In the study by Ivanova et al. (2012), a high prevalence (7/12 [58.3%] during the dry season and 7/36 [19.4%] during the rainy season) was observed in R. argentiventer, which was trapped only in the Preah Sihanouk province. R. exulans was also found in both areas, but it was not infected (Ivanova et al. 2012). These results were similar to those of our study; however, there was a discrepancy in the results of Leptospira infection of R. norvegicus.

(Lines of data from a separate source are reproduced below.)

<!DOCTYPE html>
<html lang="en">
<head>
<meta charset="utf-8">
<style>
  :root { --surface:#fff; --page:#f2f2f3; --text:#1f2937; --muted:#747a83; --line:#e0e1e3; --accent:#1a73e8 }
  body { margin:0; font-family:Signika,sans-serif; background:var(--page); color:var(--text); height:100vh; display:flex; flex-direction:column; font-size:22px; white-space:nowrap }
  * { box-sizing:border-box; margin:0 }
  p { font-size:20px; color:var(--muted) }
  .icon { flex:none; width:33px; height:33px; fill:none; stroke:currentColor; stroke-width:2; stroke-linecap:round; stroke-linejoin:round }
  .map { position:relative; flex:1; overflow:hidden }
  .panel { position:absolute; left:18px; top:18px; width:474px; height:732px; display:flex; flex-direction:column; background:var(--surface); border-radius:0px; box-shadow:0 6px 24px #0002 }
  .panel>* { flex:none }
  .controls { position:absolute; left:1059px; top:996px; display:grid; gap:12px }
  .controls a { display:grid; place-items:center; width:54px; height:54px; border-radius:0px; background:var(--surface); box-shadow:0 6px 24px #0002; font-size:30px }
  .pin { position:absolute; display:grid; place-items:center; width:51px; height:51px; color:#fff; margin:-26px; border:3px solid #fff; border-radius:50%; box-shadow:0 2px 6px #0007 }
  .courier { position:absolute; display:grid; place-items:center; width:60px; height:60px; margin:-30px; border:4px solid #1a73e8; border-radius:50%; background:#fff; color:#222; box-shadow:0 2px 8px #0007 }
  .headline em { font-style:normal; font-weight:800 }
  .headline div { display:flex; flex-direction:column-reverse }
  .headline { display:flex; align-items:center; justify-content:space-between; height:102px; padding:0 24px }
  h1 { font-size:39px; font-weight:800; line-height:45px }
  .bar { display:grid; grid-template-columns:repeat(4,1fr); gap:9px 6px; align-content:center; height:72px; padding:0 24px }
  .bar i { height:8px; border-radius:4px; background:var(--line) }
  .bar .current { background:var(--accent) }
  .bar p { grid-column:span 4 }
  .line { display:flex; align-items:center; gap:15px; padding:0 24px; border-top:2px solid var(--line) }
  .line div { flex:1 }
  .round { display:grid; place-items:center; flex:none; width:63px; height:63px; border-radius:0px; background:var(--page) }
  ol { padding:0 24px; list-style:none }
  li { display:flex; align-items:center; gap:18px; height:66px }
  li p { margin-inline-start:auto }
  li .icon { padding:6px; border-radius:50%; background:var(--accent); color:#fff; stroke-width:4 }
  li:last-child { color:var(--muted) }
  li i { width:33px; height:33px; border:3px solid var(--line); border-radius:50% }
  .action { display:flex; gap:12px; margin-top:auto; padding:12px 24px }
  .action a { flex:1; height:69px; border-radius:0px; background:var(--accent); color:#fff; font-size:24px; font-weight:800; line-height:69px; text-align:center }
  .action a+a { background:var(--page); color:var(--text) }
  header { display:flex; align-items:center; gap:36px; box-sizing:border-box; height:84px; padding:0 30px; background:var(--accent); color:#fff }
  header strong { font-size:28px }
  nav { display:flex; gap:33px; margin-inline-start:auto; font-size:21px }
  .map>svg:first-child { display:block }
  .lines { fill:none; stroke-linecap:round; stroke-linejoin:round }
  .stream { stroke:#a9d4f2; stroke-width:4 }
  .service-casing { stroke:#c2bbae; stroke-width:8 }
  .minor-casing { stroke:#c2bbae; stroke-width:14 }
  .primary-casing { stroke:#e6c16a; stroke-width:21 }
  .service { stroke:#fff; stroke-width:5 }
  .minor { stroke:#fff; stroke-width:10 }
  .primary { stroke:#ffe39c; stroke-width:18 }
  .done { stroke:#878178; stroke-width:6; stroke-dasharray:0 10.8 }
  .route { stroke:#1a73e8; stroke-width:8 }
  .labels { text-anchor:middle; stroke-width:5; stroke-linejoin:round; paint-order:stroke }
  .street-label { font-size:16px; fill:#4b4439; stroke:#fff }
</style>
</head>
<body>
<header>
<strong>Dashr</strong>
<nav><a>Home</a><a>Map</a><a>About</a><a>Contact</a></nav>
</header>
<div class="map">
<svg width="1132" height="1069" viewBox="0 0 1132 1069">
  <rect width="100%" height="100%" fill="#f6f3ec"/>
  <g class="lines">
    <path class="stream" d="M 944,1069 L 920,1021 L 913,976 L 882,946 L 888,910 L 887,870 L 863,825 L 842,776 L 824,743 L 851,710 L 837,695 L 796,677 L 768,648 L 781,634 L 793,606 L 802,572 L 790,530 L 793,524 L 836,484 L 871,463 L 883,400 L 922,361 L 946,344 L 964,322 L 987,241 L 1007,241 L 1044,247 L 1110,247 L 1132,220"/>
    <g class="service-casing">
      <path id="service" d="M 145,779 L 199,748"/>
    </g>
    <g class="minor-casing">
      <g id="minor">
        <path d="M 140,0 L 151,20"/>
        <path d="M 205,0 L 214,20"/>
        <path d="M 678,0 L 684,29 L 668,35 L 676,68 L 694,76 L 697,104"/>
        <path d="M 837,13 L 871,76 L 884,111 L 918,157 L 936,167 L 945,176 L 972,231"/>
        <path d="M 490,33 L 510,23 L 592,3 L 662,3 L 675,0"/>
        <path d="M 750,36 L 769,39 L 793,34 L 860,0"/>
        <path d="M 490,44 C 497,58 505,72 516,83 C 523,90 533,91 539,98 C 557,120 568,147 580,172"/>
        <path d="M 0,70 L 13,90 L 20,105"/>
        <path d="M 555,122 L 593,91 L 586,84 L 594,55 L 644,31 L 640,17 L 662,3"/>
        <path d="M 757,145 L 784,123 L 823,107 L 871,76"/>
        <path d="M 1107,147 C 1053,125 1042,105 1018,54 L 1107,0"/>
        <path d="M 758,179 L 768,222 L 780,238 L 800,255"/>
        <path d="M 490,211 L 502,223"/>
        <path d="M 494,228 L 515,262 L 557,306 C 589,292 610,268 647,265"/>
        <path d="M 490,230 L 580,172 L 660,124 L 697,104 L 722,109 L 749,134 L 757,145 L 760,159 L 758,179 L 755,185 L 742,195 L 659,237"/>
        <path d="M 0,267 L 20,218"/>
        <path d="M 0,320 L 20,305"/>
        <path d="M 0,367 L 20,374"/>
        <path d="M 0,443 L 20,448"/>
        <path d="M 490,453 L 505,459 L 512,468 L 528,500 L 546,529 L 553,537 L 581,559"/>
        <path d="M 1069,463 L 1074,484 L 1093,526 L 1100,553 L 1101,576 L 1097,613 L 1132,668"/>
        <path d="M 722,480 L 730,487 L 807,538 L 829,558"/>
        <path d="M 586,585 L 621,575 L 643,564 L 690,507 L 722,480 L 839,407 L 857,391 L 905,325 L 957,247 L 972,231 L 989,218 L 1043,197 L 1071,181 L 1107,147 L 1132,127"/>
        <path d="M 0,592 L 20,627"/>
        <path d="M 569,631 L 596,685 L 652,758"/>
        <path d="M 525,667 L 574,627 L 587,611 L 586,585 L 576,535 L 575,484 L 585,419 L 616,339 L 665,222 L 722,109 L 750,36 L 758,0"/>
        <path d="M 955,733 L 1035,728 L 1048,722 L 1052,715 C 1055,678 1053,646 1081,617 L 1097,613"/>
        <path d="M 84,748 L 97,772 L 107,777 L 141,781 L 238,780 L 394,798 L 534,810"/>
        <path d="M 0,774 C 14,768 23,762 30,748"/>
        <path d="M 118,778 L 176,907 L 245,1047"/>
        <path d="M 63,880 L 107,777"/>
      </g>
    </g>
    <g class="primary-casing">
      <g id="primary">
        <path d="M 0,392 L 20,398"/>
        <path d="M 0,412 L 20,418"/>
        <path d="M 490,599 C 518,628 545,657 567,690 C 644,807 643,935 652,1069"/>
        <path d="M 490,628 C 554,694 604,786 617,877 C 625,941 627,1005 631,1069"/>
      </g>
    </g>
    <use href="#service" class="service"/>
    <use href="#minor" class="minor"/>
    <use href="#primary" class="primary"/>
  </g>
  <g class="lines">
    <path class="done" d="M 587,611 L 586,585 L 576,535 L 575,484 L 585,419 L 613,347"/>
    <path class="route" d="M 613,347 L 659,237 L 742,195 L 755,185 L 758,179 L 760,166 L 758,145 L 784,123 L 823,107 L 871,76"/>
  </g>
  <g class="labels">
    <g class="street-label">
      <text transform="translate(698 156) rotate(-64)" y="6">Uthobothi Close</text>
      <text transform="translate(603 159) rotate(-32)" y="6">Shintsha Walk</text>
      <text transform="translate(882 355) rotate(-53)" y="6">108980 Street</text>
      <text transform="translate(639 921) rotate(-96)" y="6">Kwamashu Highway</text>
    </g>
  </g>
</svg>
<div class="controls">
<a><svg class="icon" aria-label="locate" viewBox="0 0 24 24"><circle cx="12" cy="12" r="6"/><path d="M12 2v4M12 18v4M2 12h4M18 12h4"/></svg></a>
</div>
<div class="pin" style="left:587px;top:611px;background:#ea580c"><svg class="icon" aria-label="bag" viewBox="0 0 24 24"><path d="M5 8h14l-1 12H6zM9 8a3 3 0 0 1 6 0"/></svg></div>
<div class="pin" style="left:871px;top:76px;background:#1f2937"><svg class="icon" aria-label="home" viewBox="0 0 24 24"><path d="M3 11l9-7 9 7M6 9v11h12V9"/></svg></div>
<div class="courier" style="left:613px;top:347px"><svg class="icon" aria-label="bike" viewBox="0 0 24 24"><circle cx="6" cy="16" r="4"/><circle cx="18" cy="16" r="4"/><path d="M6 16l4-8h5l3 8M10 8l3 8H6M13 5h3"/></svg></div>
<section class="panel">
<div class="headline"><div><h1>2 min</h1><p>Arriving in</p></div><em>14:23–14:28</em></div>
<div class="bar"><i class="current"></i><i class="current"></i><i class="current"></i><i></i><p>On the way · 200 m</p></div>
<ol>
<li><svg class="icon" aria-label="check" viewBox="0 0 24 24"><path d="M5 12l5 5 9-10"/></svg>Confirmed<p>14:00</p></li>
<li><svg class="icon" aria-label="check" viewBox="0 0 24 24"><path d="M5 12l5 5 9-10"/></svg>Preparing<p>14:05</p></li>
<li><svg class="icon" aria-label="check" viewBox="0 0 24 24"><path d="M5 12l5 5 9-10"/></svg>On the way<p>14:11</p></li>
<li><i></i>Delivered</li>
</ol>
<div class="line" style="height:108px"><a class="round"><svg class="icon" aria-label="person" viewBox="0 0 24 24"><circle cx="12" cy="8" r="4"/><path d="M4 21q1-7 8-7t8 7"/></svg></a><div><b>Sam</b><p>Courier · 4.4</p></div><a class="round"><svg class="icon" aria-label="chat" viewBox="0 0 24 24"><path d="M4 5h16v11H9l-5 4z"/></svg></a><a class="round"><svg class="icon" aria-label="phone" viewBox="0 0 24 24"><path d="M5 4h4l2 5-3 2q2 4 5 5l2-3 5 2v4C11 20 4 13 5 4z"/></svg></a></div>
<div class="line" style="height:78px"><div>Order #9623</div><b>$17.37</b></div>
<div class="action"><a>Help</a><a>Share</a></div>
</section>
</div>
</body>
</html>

In the study by Ivanova et al. (2012), no R. norvegicus were infected in the dry or rainy seasons. In our study, R. norvegicus showed a high prevalence (17.5%), consistent with previous studies in Vietnam (18.3%), Thailand (5.6%), Malaysia (6.6%), and other countries in southeast Asia (Kositanont et al. 2003, Benacer et al. 2013, Loan et al. 2015). The results of our study suggested that R. norvegicus and R. argentiventer are potential reservoirs of L. interrogans in urban areas of Cambodia (Table 2). However, there is a limitation to identify all infection routes from animal hosts to humans in this study, and it would be recommended to examine other reservoir hosts, dogs, pigs, and cattle, in future studies.
Conclusions
In conclusion, wild rodents living in urban areas of Cambodia were found to be important reservoirs of highly virulent Leptospira. Leptospira are transmitted by rodent urine, which may contaminate water and soil in the environment. In addition, the flaB sequence results of our study provided information regarding the prevalence of Leptospira species and demonstrated that this prevalence depended on the rodent species. This study is the first study on leptospirosis in wild rodents in the urban areas of Cambodia, where limited information on leptospirosis is available. However, our study was limited by the sampling timings and small number of samples in each area. In future studies, we aim at evaluating larger numbers of samples and more diverse areas to obtain more information on the epidemiology of this disease.
Footnotes
Acknowledgment
This study was supported by a CIS Grant for Research and Education in 2013 and 2014.
Author Disclosure Statement
No competing financial interests exist.